→ **Records provided**:
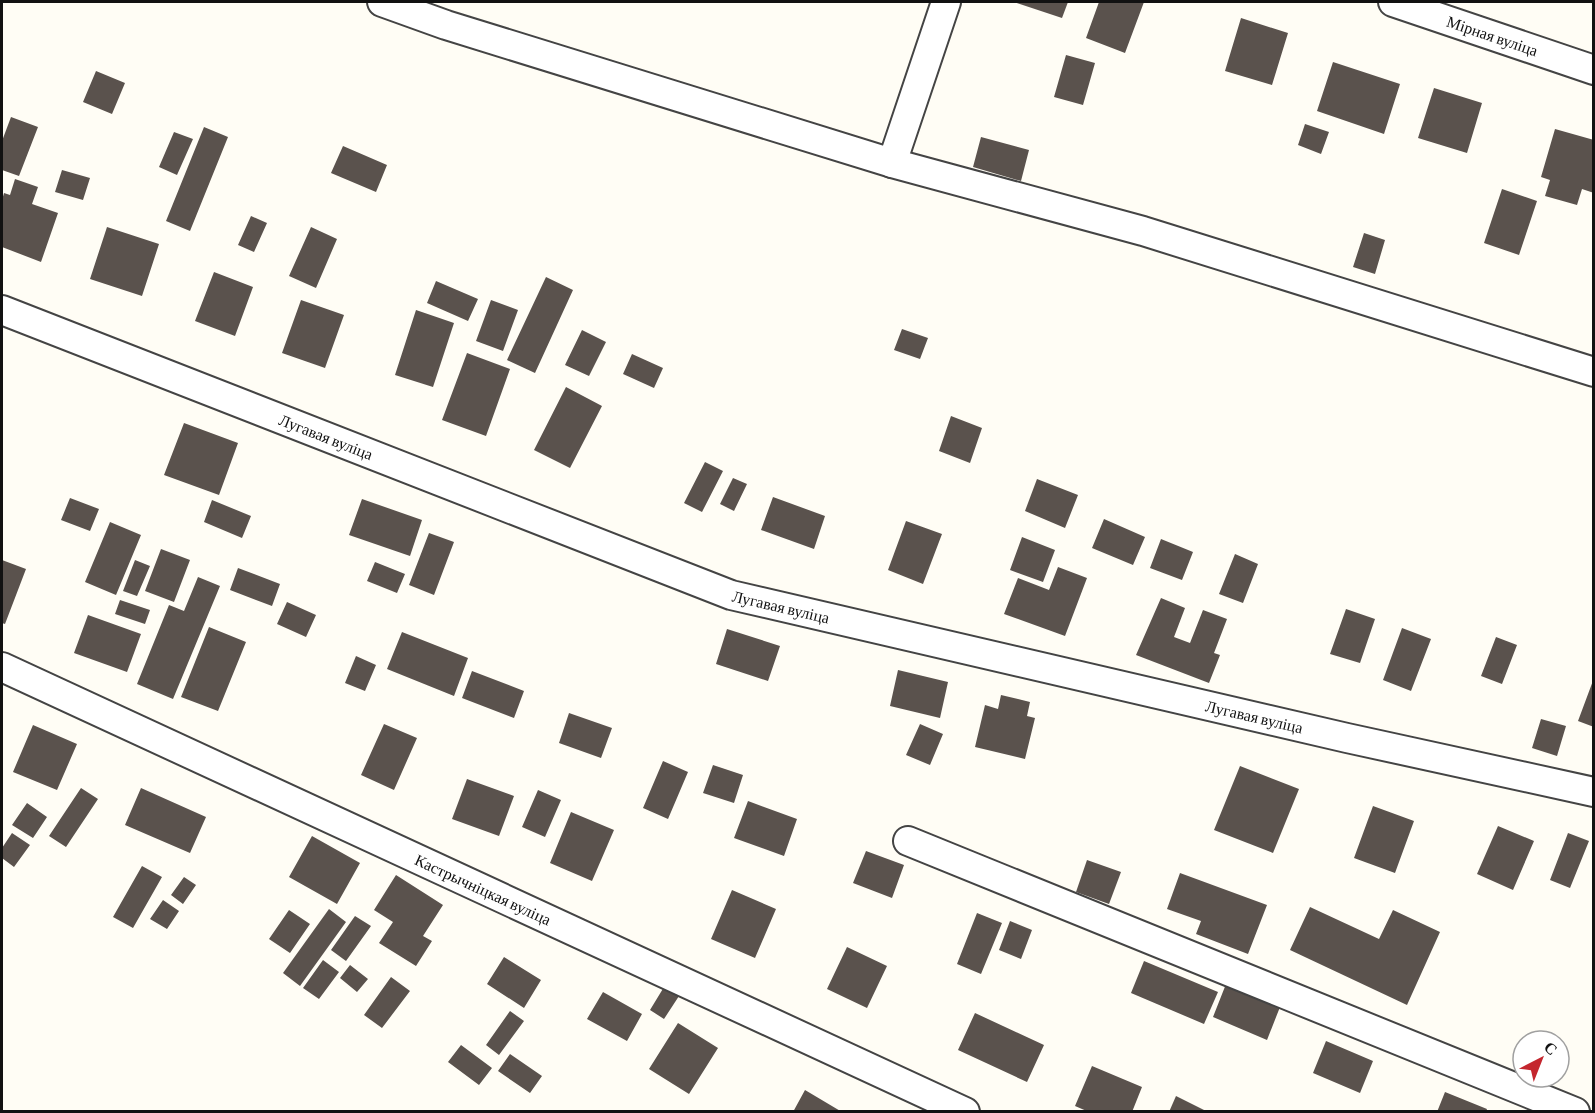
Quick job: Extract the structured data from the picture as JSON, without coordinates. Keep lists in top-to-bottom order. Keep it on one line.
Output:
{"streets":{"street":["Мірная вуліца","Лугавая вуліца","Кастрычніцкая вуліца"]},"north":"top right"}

...

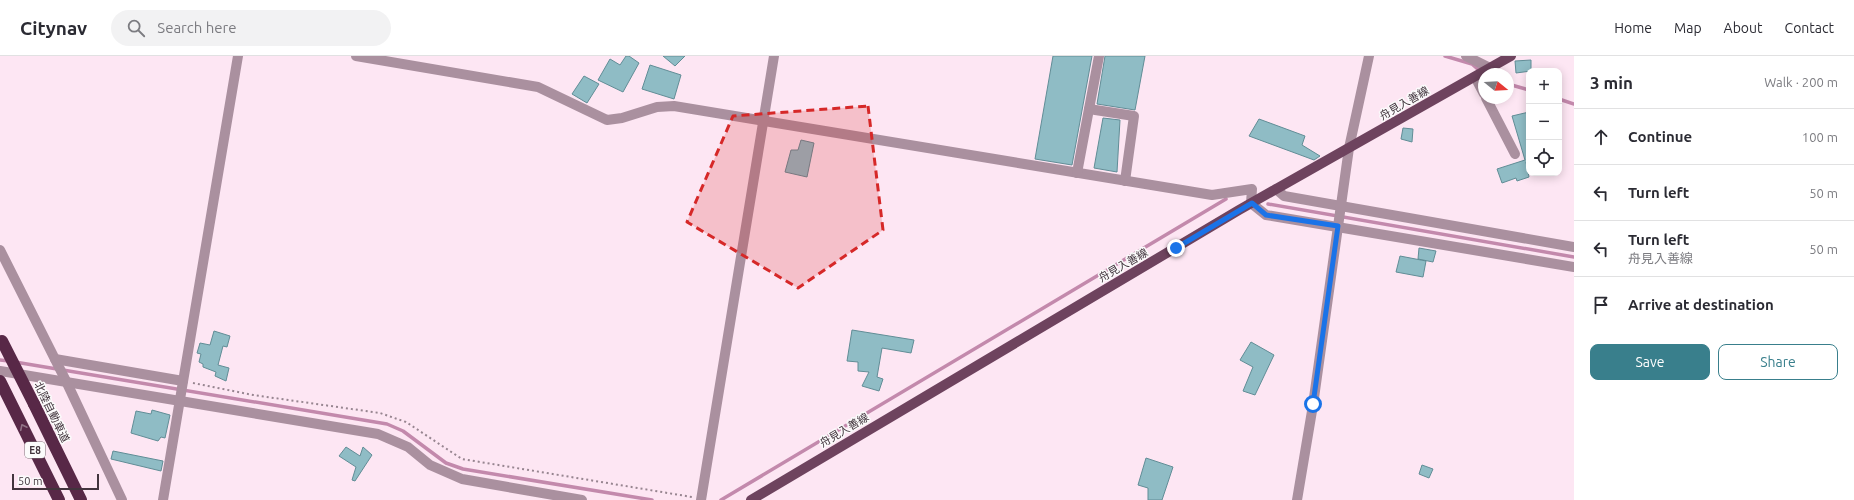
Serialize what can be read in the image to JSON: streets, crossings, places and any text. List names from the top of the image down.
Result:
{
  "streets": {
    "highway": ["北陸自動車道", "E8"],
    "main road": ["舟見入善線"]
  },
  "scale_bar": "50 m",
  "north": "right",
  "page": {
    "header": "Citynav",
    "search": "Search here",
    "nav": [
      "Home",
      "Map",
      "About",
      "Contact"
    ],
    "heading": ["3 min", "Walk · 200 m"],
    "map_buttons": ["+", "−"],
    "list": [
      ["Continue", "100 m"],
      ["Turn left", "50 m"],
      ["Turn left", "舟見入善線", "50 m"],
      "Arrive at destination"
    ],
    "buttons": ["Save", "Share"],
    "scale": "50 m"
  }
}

...

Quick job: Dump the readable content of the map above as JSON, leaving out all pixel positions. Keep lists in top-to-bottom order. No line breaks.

→ **Work request**:
Copy every line in the records above that contains the word "from".

→ **Response to this task**:
Quick job: Extract the structured data from the picture as JSON, without coordinates. Keep lists in top-to-bottom order. Keep it on one line.
Serialize what can be read in the image to JSON: streets, crossings, places and any text. List names from the top of the image down.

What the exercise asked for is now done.